The nova.network.sg Module

Implement Security Groups abstraction and API.

The nova security_group_handler flag specifies which class is to be used to implement the security group calls.

The NullSecurityGroupHandler provides a “no-op” plugin that is loaded by default and has no impact on current system behavior. In the future, special purposes classes that inherit from SecurityGroupHandlerBase will provide enhanced functionality and will be loadable via the security_group_handler flag.

class NullSecurityGroupHandler

Bases: nova.network.sg.SecurityGroupHandlerBase

trigger_instance_add_security_group_refresh(context, instance, group_name)

Called when a security group gains a new member.

Parameters:

• context – the security context.
• instance – the instance to be associated.
• group_name – the name of the security group to be associated.

trigger_instance_remove_security_group_refresh(context, instance, group_name)

Called when a security group loses a member.

Parameters:

• context – the security context.
• instance – the instance to be associated.
• group_name – the name of the security group to be associated.

trigger_security_group_create_refresh(context, group)

Called when a rule is added to a security_group.

Parameters:

• context – the security context.
• group – the new group added. group is a dictionary that contains the following: user_id, project_id, name, description).

trigger_security_group_destroy_refresh(context, security_group_id)

Called when a rule is added to a security_group.

Parameters:

• context – the security context.
• security_group_id – the security group identifier.

trigger_security_group_members_refresh(context, group_ids)

Called when a security group gains or loses a member.

Parameters:

• context – the security context.
• group_ids – a list of security group identifiers.

trigger_security_group_rule_create_refresh(context, rule_ids)

Called when a rule is added to a security_group.

Parameters:

• context – the security context.
• rule_ids – a list of rule ids that have been affected.

trigger_security_group_rule_destroy_refresh(context, rule_ids)

Called when a rule is removed from a security_group.

Parameters:

• context – the security context.
• rule_ids – a list of rule ids that have been affected.

class SecurityGroupHandlerBase

Bases: object

trigger_instance_add_security_group_refresh(context, instance, group_name)

Called when a security group gains a new member.

Parameters:

• context – the security context.
• instance – the instance to be associated.
• group_name – the name of the security group to be associated.

trigger_instance_remove_security_group_refresh(context, instance, group_name)

Called when a security group loses a member.

Parameters:

• context – the security context.
• instance – the instance to be associated.
• group_name – the name of the security group to be associated.
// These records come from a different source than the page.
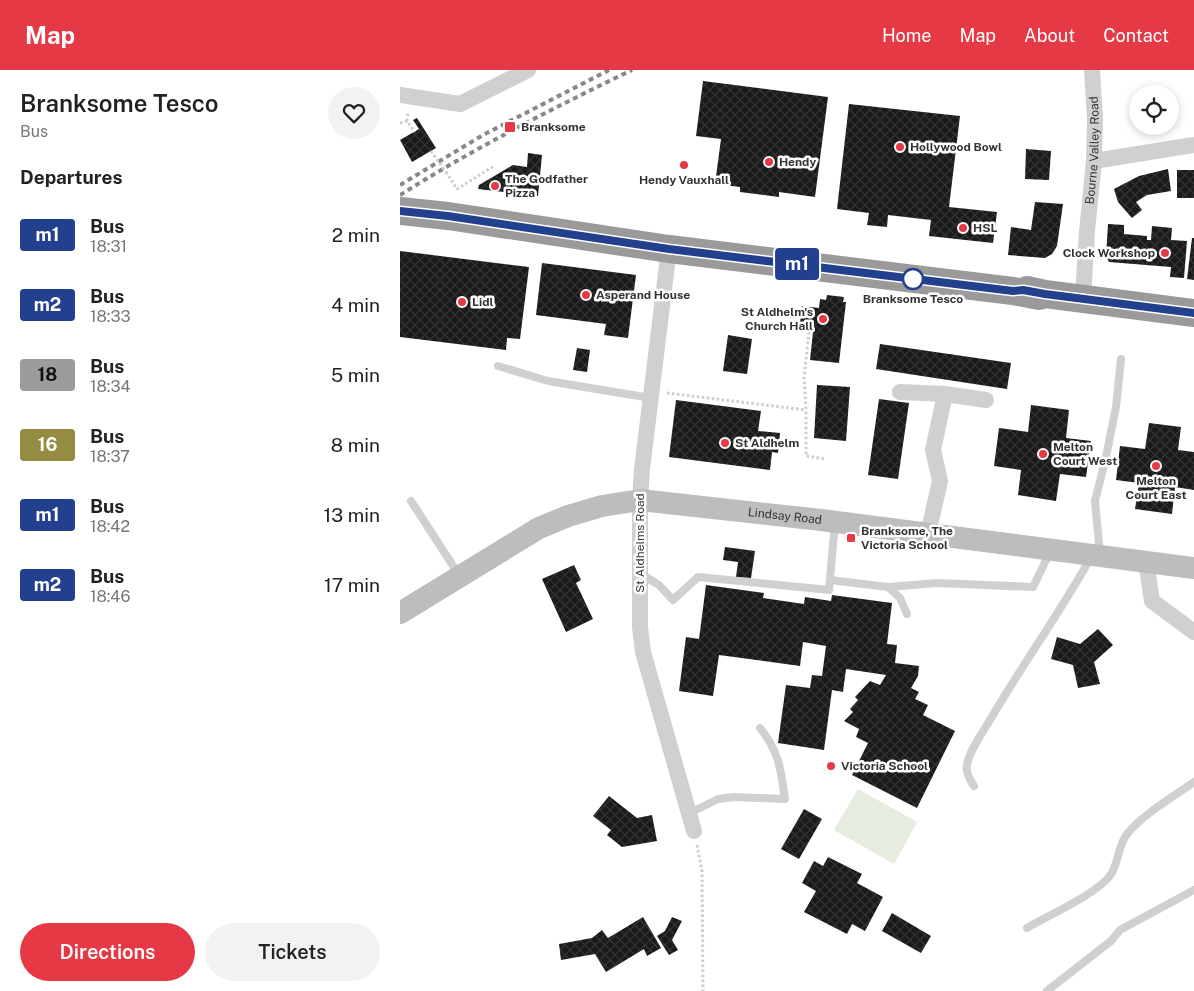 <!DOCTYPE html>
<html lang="en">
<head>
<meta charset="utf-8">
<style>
	body { margin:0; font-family:"Public Sans",sans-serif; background:#f2f2f2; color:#222; height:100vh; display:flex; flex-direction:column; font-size:19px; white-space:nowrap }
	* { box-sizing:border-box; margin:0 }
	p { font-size:16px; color:#767676 }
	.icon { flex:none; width:28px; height:28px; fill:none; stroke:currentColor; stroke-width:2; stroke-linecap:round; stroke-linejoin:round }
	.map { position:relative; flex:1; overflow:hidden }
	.drawer { display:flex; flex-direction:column; background:#fff; width:400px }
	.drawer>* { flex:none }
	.badge { padding:0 10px; border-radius:4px; font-size:18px; line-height:32px }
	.fabs { position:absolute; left:729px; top:15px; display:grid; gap:10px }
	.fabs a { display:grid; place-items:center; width:50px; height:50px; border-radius:50%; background:#fff; box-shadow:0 2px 8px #0003; font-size:25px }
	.map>.badge { position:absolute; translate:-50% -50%; box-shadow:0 0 0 2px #fff }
	h2 { padding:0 20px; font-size:19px; line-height:45px }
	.round { display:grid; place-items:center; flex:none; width:52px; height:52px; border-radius:26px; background:#f2f2f2 }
	.head { display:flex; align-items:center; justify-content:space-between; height:85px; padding:0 20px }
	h1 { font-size:24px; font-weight:600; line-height:38px }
	.action { display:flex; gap:10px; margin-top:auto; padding:10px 20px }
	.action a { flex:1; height:58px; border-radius:30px; background:#e63946; color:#fff; font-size:20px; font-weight:600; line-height:58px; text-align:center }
	.action a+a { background:#f2f2f2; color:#222 }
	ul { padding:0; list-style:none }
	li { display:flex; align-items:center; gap:15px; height:70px; padding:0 20px }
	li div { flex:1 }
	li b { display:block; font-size:19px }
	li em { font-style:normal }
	li .badge { min-width:55px; font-weight:700; text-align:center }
	header { display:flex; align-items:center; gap:30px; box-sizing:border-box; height:70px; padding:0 25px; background:#e63946; color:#fff }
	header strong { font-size:24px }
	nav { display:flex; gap:28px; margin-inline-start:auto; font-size:18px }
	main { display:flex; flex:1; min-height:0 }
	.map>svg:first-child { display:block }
	.pitch { fill:#e6ecdf }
	.building { fill:url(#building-cross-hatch) }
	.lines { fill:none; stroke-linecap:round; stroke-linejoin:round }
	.path { stroke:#cdcdcd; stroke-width:3; stroke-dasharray:2.5 2.5; stroke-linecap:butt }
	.lane { stroke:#d0d0d0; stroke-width:8 }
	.street { stroke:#d0d0d0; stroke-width:16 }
	.secondary { stroke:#bdbdbd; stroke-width:22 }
	.highway { stroke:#9a9a9a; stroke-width:28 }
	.rail { stroke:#888; stroke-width:4; stroke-dasharray:5 4; stroke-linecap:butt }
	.path-bridge { stroke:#cdcdcd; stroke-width:3; stroke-dasharray:2.5 2.5; stroke-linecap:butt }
	.line-casing { stroke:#fff; stroke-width:11 }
	.line { stroke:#23408f; stroke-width:8 }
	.poi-dot { fill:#e63946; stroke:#fff; stroke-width:2 }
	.stop-dot { fill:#fff; stroke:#23408f; stroke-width:2.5 }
	.labels { text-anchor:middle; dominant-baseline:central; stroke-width:5; stroke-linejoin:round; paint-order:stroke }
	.poi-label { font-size:12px; font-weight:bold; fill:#333; stroke:#fff; text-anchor:start }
	.street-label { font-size:12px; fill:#333; stroke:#fff }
	.stop-label { font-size:12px; font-weight:bold; fill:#333; stroke:#fff }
</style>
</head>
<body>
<header>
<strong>Map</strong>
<nav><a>Home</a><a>Map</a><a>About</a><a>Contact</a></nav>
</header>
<main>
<section class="drawer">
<div class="head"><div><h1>Branksome Tesco</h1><p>Bus</p></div><a class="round"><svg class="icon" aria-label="heart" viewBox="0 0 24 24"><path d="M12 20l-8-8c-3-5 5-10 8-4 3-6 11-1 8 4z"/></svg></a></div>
<h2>Departures</h2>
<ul>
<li><span class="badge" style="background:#23408f;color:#fff">m1</span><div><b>Bus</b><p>18:31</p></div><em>2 min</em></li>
<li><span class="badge" style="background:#23408f;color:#fff">m2</span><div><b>Bus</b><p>18:33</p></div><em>4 min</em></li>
<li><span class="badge" style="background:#9d9c9c;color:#111">18</span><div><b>Bus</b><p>18:34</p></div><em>5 min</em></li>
<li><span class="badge" style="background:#938c42;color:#fff">16</span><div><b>Bus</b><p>18:37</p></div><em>8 min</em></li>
<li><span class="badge" style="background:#23408f;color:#fff">m1</span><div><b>Bus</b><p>18:42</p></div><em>13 min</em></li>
<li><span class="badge" style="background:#23408f;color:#fff">m2</span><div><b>Bus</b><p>18:46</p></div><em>17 min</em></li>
</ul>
<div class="action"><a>Directions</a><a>Tickets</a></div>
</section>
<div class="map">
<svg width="794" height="921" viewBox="0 0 794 921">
	<defs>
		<pattern id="building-cross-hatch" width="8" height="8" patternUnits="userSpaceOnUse" patternTransform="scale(1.25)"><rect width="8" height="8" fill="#1a1a1a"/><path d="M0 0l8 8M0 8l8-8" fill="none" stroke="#333"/></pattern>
	</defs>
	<rect width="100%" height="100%" fill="#fff"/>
	<path class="pitch" d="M458 719 517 752 494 794 434 760Z"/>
	<path class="building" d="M303 11 428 27 415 127 379 122V127L340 122V117L315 114 321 69 296 66Z
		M449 34 560 46 549 137 597 142 593 173 529 166 531 150 488 145 487 157 467 155 469 143 437 139Z
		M17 48 36 78 12 92 0 70 19 59 13 50Z
		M626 79 651 81 649 110 625 109Z
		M128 83 142 85 138 126 78 119 79 115 113 95 127 97Z
		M768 99 771 121 747 125 736 132 742 140 732 148 718 132 714 119 739 106Z
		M777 100H794V128H777Z
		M635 132 663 134 657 176 652 184 645 188 608 185 611 157 631 160Z
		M708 154 724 155V164L747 166V170H751L752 156 772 158 771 170 787 171 784 208 770 207 771 197 709 192 706 186Z
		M792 168H794V210L787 209Z
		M0 181 129 197 120 269 107 268 106 280 0 267Z
		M142 193 236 205 228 268 204 265 206 254 136 245Z
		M427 225 444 227 443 232H446L439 293 410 290 413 262 399 261 402 236 419 238 420 229 426 230Z
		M328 265 352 269 347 304 323 301Z
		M480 274 611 293 607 319 476 299Z
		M177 278 190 280 187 302 173 300Z
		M417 315 450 317 446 371 414 368Z
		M479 329 509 333 498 409 468 405Z
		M276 330 361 341 358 361 380 363 378 383 372 382 370 400 269 387Z
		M631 335 669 340 666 368 691 371 686 407 660 404 656 431 618 425 621 400 594 396 599 358 628 362Z
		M749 353 781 357 778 380 794 382V420L775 417 772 444 735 439 739 413 716 410 720 376 745 379Z
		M325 477 355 481 351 508 336 507 338 492 323 490Z
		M174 495 181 510 176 513 193 549 166 562 142 509Z
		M306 515 364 523 363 528 404 534 405 527 431 531 432 525 492 533 487 574 497 575 495 593 519 596 518 606 511 618 519 622 515 629 528 635 523 645 555 661 517 738 452 705 468 673 456 667 459 659 444 651 453 642 450 639 458 630 455 627 470 611 480 615 486 605 446 599 443 622 432 620 424 680 378 673 386 615 410 618 412 605 422 606 426 576 403 572 400 596 319 585 313 626 279 621 286 567 299 569Z
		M698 559 713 575 694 592 700 614 678 618 673 595 651 589 657 567 680 574Z
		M209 726 237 748 252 745 257 771 222 777 207 765 211 760 193 746Z
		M404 739 422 749 399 789 381 779Z
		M428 787 462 804 457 813 483 827 465 861 452 854 447 864 404 842 416 821 402 813 414 791 423 796Z
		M492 843 531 866 521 883 482 861Z
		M243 847 261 878 247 886 244 879 206 902 195 884 161 890 159 874 192 868 202 860 208 868Z
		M272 847 282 851 272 870 278 880 269 885 257 866 265 861Z"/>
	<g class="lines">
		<path class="path" d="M7 51 8 41
			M0 53 7 51 15 62
			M46 102 57 119 94 96
			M409 262 404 308 406 340V386L426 389
			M267 323 406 340
			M297 775 302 801 303 921"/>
		<path class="lane" d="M98 296 148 311 251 328
			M11 431 59 505
			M700 484 695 431 706 387 716 337 721 289
			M241 504 259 515 273 530 298 507 429 520 435 453
			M430 510 488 517 500 528 507 544
			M488 517 537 513 633 517 650 482
			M574 716C570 710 565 702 567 695 569 681 583 662 590 650 622 595 660 543 691 487
			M290 743 318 729 334 727 385 729C381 700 379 681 360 658
			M627 858C649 845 694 825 709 807 719 795 717 777 727 764 743 744 773 727 794 712
			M647 921 711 871 720 860 794 820"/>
		<g class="street">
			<path d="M0 25 60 34 128 0"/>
			<path d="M694 91 794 75"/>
			<path d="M269 179 242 399 240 430V557L243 582 294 761"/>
			<path id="s1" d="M683 228 687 161 694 91 695 49 692 0"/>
			<path d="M500 322 545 324 586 330"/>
			<path d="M528 464 540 411 533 380 545 324"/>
			<path d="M746 492 752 531 794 562"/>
		</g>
		<path class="secondary" id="s2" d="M0 543 139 458 168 446 202 436 240 430 421 450 794 498"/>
		<path class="highway" d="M0 141 48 146 269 179 613 221 639 226 645 224
			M627 220 645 224 794 243"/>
		<path class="rail" d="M0 115 83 65 209 0
			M0 125C75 78 153 38 232 0"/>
		<path class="path-bridge" d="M31 81 46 102"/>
	</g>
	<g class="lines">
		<g class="line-casing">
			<path id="line" d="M0 141 48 146 269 179 613 221 623 220 645 224 794 243"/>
		</g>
		<use href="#line" class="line"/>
	</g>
	<g class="poi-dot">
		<rect x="104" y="51" width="12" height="12" rx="2.5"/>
		<circle cx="500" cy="77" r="5"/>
		<circle cx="369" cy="92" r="5"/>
		<circle cx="284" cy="95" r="5"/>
		<circle cx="95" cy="116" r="5"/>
		<circle cx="563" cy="158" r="5"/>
		<circle cx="765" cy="183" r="5"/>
		<circle cx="186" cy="225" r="5"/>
		<circle cx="62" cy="232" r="5"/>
		<circle cx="423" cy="249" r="5"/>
		<circle cx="325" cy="373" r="5"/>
		<circle cx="643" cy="384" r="5"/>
		<circle cx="756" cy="396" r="5"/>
		<rect x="446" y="463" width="10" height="10" rx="2.5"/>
		<circle cx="431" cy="696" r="5"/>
	</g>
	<circle class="stop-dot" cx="513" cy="209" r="10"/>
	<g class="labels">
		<g class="poi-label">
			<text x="121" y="57">Branksome</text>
			<text x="510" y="77">Hollywood Bowl</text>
			<text x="379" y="92">Hendy</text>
			<text x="105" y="109">The Godfather<tspan x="105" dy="14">Pizza</tspan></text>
			<text x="284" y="110" text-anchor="middle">Hendy Vauxhall</text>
			<text x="573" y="158">HSL</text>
			<text x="755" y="183" text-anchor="end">Clock Workshop</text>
			<text x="196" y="225">Asperand House</text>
			<text x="72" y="232">Lidl</text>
			<text x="413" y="242" text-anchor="end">St Aldhelm's<tspan x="413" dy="14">Church Hall</tspan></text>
			<text x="335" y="373">St Aldhelm</text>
			<text x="653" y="377">Melton<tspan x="653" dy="14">Court West</tspan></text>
			<text x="756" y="411" text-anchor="middle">Melton<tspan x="756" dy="14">Court East</tspan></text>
			<text x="461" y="461">Branksome, The<tspan x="461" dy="14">Victoria School</tspan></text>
			<text x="441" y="696">Victoria School</text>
		</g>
		<g class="street-label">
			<text stroke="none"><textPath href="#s1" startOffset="148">Bourne Valley Road</textPath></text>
			<text stroke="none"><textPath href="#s2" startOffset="414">Lindsay Road</textPath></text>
			<text transform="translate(240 473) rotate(-90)">St Aldhelms Road</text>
		</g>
		<g class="stop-label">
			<text x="513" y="229">Branksome Tesco</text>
		</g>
	</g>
</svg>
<div class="fabs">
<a><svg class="icon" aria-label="locate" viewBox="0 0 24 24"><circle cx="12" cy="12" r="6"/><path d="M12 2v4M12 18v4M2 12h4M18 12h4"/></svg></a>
</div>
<b class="badge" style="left:397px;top:194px;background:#23408f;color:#fff">m1</b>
</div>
</main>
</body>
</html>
trigger_security_group_create_refresh(context, group)

Called when a security group is created

Parameters:

• context – the security context.
• group – the new group added. group is a dictionary that contains the following: user_id, project_id, name, description).

trigger_security_group_destroy_refresh(context, security_group_id)

Called when a security group is deleted

Parameters:

• context – the security context.
• security_group_id – the security group identifier.

trigger_security_group_members_refresh(context, group_ids)

Called when a security group gains or loses a member.

Parameters:

• context – the security context.
• group_ids – a list of security group identifiers.

trigger_security_group_rule_create_refresh(context, rule_ids)

Called when a rule is added to a security_group.

Parameters:

• context – the security context.
• rule_ids – a list of rule ids that have been affected.

trigger_security_group_rule_destroy_refresh(context, rule_ids)

Called when a rule is removed from a security_group.

Parameters:

• context – the security context.
• rule_ids – a list of rule ids that have been affected.